- Task brief
Give every entry again, exactly as it stands.

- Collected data

------------------------------------------------------------------------

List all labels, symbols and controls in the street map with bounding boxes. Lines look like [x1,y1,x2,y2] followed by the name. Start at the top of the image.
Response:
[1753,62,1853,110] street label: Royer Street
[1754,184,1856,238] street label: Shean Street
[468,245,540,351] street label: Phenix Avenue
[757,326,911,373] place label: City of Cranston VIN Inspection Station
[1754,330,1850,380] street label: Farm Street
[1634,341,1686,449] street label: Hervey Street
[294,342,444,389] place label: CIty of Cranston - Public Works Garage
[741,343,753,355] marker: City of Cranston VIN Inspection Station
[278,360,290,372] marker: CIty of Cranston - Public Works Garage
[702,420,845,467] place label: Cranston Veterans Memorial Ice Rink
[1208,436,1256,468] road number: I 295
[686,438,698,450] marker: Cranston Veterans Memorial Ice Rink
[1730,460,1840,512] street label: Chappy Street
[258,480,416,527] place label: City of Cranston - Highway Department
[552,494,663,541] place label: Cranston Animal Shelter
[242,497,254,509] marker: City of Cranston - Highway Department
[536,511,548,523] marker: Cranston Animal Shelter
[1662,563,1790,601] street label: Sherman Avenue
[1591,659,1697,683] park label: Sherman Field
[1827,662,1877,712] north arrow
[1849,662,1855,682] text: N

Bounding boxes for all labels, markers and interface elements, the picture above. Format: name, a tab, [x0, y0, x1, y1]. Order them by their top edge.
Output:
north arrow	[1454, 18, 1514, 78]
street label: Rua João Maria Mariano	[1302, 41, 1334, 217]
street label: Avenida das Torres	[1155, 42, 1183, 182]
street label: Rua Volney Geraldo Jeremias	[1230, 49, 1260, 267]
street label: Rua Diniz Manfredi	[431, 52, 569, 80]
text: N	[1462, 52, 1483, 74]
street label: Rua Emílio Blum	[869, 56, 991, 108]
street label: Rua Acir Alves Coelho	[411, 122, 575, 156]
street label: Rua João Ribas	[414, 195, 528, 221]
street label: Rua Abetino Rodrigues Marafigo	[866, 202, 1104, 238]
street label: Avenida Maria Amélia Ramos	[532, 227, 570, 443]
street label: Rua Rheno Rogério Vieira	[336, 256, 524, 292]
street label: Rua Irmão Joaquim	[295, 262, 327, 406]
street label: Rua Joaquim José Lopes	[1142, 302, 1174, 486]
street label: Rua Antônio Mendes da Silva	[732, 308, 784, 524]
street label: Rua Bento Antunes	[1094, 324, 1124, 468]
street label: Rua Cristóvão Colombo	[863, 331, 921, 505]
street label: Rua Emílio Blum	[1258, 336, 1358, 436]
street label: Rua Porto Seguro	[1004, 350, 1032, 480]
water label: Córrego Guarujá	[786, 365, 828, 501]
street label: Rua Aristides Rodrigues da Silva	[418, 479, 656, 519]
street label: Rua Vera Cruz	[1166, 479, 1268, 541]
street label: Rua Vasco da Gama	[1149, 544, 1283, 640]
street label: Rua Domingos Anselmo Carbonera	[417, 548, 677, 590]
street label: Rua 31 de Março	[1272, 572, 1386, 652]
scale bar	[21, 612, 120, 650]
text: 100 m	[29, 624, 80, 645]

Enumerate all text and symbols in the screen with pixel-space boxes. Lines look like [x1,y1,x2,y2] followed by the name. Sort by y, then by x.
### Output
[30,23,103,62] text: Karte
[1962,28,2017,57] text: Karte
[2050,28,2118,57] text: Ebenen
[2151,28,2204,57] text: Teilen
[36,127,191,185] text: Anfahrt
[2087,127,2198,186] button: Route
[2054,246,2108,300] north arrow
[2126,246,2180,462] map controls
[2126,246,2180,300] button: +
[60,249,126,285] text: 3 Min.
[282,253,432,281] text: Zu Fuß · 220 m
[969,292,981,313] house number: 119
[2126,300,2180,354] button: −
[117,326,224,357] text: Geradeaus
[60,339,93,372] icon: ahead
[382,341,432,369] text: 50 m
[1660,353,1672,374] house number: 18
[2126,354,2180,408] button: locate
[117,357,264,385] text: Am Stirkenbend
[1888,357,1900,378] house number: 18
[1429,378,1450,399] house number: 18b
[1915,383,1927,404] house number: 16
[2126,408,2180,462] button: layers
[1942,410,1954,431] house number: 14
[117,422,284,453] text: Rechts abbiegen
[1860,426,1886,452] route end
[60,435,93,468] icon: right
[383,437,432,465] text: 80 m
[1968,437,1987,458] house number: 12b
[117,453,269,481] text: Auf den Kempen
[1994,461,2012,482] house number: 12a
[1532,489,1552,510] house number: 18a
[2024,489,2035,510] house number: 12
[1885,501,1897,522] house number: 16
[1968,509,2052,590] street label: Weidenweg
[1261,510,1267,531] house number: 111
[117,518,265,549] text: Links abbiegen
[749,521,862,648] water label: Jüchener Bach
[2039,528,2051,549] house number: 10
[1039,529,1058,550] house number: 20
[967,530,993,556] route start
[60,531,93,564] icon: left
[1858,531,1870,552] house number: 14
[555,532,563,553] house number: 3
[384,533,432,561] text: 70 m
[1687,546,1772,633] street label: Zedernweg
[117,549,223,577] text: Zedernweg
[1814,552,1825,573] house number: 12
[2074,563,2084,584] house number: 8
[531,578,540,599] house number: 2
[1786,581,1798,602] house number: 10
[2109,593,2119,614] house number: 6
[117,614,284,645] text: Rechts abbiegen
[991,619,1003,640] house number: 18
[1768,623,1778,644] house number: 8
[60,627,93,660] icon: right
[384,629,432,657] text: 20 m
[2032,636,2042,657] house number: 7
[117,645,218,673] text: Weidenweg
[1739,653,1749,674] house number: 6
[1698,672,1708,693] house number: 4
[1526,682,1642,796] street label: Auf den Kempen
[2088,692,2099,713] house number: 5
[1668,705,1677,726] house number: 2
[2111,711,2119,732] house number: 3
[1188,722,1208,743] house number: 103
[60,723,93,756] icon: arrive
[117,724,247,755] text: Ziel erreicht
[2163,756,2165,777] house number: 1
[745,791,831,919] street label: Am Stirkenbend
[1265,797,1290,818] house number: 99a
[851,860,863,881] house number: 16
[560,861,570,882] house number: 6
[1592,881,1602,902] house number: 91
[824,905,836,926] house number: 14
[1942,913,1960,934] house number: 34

------------------------------------------------------------------------

- Response to this task
List all labels, symbols and controls in the street map with bounding boxes. Lines look like [x1,y1,x2,y2] followed by the name. Start at the top of the image.
Response:
[1753,62,1853,110] street label: Royer Street
[1754,184,1856,238] street label: Shean Street
[468,245,540,351] street label: Phenix Avenue
[757,326,911,373] place label: City of Cranston VIN Inspection Station
[1754,330,1850,380] street label: Farm Street
[1634,341,1686,449] street label: Hervey Street
[294,342,444,389] place label: CIty of Cranston - Public Works Garage
[741,343,753,355] marker: City of Cranston VIN Inspection Station
[278,360,290,372] marker: CIty of Cranston - Public Works Garage
[702,420,845,467] place label: Cranston Veterans Memorial Ice Rink
[1208,436,1256,468] road number: I 295
[686,438,698,450] marker: Cranston Veterans Memorial Ice Rink
[1730,460,1840,512] street label: Chappy Street
[258,480,416,527] place label: City of Cranston - Highway Department
[552,494,663,541] place label: Cranston Animal Shelter
[242,497,254,509] marker: City of Cranston - Highway Department
[536,511,548,523] marker: Cranston Animal Shelter
[1662,563,1790,601] street label: Sherman Avenue
[1591,659,1697,683] park label: Sherman Field
[1827,662,1877,712] north arrow
[1849,662,1855,682] text: N

Bounding boxes for all labels, markers and interface elements, the picture above. Format: name, a tab, [x0, y0, x1, y1]. Order them by their top edge.
Output:
north arrow	[1454, 18, 1514, 78]
street label: Rua João Maria Mariano	[1302, 41, 1334, 217]
street label: Avenida das Torres	[1155, 42, 1183, 182]
street label: Rua Volney Geraldo Jeremias	[1230, 49, 1260, 267]
street label: Rua Diniz Manfredi	[431, 52, 569, 80]
text: N	[1462, 52, 1483, 74]
street label: Rua Emílio Blum	[869, 56, 991, 108]
street label: Rua Acir Alves Coelho	[411, 122, 575, 156]
street label: Rua João Ribas	[414, 195, 528, 221]
street label: Rua Abetino Rodrigues Marafigo	[866, 202, 1104, 238]
street label: Avenida Maria Amélia Ramos	[532, 227, 570, 443]
street label: Rua Rheno Rogério Vieira	[336, 256, 524, 292]
street label: Rua Irmão Joaquim	[295, 262, 327, 406]
street label: Rua Joaquim José Lopes	[1142, 302, 1174, 486]
street label: Rua Antônio Mendes da Silva	[732, 308, 784, 524]
street label: Rua Bento Antunes	[1094, 324, 1124, 468]
street label: Rua Cristóvão Colombo	[863, 331, 921, 505]
street label: Rua Emílio Blum	[1258, 336, 1358, 436]
street label: Rua Porto Seguro	[1004, 350, 1032, 480]
water label: Córrego Guarujá	[786, 365, 828, 501]
street label: Rua Aristides Rodrigues da Silva	[418, 479, 656, 519]
street label: Rua Vera Cruz	[1166, 479, 1268, 541]
street label: Rua Vasco da Gama	[1149, 544, 1283, 640]
street label: Rua Domingos Anselmo Carbonera	[417, 548, 677, 590]
street label: Rua 31 de Março	[1272, 572, 1386, 652]
scale bar	[21, 612, 120, 650]
text: 100 m	[29, 624, 80, 645]

Enumerate all text and symbols in the screen with pixel-space boxes. Lines look like [x1,y1,x2,y2] followed by the name. Sort by y, then by x.
### Output
[30,23,103,62] text: Karte
[1962,28,2017,57] text: Karte
[2050,28,2118,57] text: Ebenen
[2151,28,2204,57] text: Teilen
[36,127,191,185] text: Anfahrt
[2087,127,2198,186] button: Route
[2054,246,2108,300] north arrow
[2126,246,2180,462] map controls
[2126,246,2180,300] button: +
[60,249,126,285] text: 3 Min.
[282,253,432,281] text: Zu Fuß · 220 m
[969,292,981,313] house number: 119
[2126,300,2180,354] button: −
[117,326,224,357] text: Geradeaus
[60,339,93,372] icon: ahead
[382,341,432,369] text: 50 m
[1660,353,1672,374] house number: 18
[2126,354,2180,408] button: locate
[117,357,264,385] text: Am Stirkenbend
[1888,357,1900,378] house number: 18
[1429,378,1450,399] house number: 18b
[1915,383,1927,404] house number: 16
[2126,408,2180,462] button: layers
[1942,410,1954,431] house number: 14
[117,422,284,453] text: Rechts abbiegen
[1860,426,1886,452] route end
[60,435,93,468] icon: right
[383,437,432,465] text: 80 m
[1968,437,1987,458] house number: 12b
[117,453,269,481] text: Auf den Kempen
[1994,461,2012,482] house number: 12a
[1532,489,1552,510] house number: 18a
[2024,489,2035,510] house number: 12
[1885,501,1897,522] house number: 16
[1968,509,2052,590] street label: Weidenweg
[1261,510,1267,531] house number: 111
[117,518,265,549] text: Links abbiegen
[749,521,862,648] water label: Jüchener Bach
[2039,528,2051,549] house number: 10
[1039,529,1058,550] house number: 20
[967,530,993,556] route start
[60,531,93,564] icon: left
[1858,531,1870,552] house number: 14
[555,532,563,553] house number: 3
[384,533,432,561] text: 70 m
[1687,546,1772,633] street label: Zedernweg
[117,549,223,577] text: Zedernweg
[1814,552,1825,573] house number: 12
[2074,563,2084,584] house number: 8
[531,578,540,599] house number: 2
[1786,581,1798,602] house number: 10
[2109,593,2119,614] house number: 6
[117,614,284,645] text: Rechts abbiegen
[991,619,1003,640] house number: 18
[1768,623,1778,644] house number: 8
[60,627,93,660] icon: right
[384,629,432,657] text: 20 m
[2032,636,2042,657] house number: 7
[117,645,218,673] text: Weidenweg
[1739,653,1749,674] house number: 6
[1698,672,1708,693] house number: 4
[1526,682,1642,796] street label: Auf den Kempen
[2088,692,2099,713] house number: 5
[1668,705,1677,726] house number: 2
[2111,711,2119,732] house number: 3
[1188,722,1208,743] house number: 103
[60,723,93,756] icon: arrive
[117,724,247,755] text: Ziel erreicht
[2163,756,2165,777] house number: 1
[745,791,831,919] street label: Am Stirkenbend
[1265,797,1290,818] house number: 99a
[851,860,863,881] house number: 16
[560,861,570,882] house number: 6
[1592,881,1602,902] house number: 91
[824,905,836,926] house number: 14
[1942,913,1960,934] house number: 34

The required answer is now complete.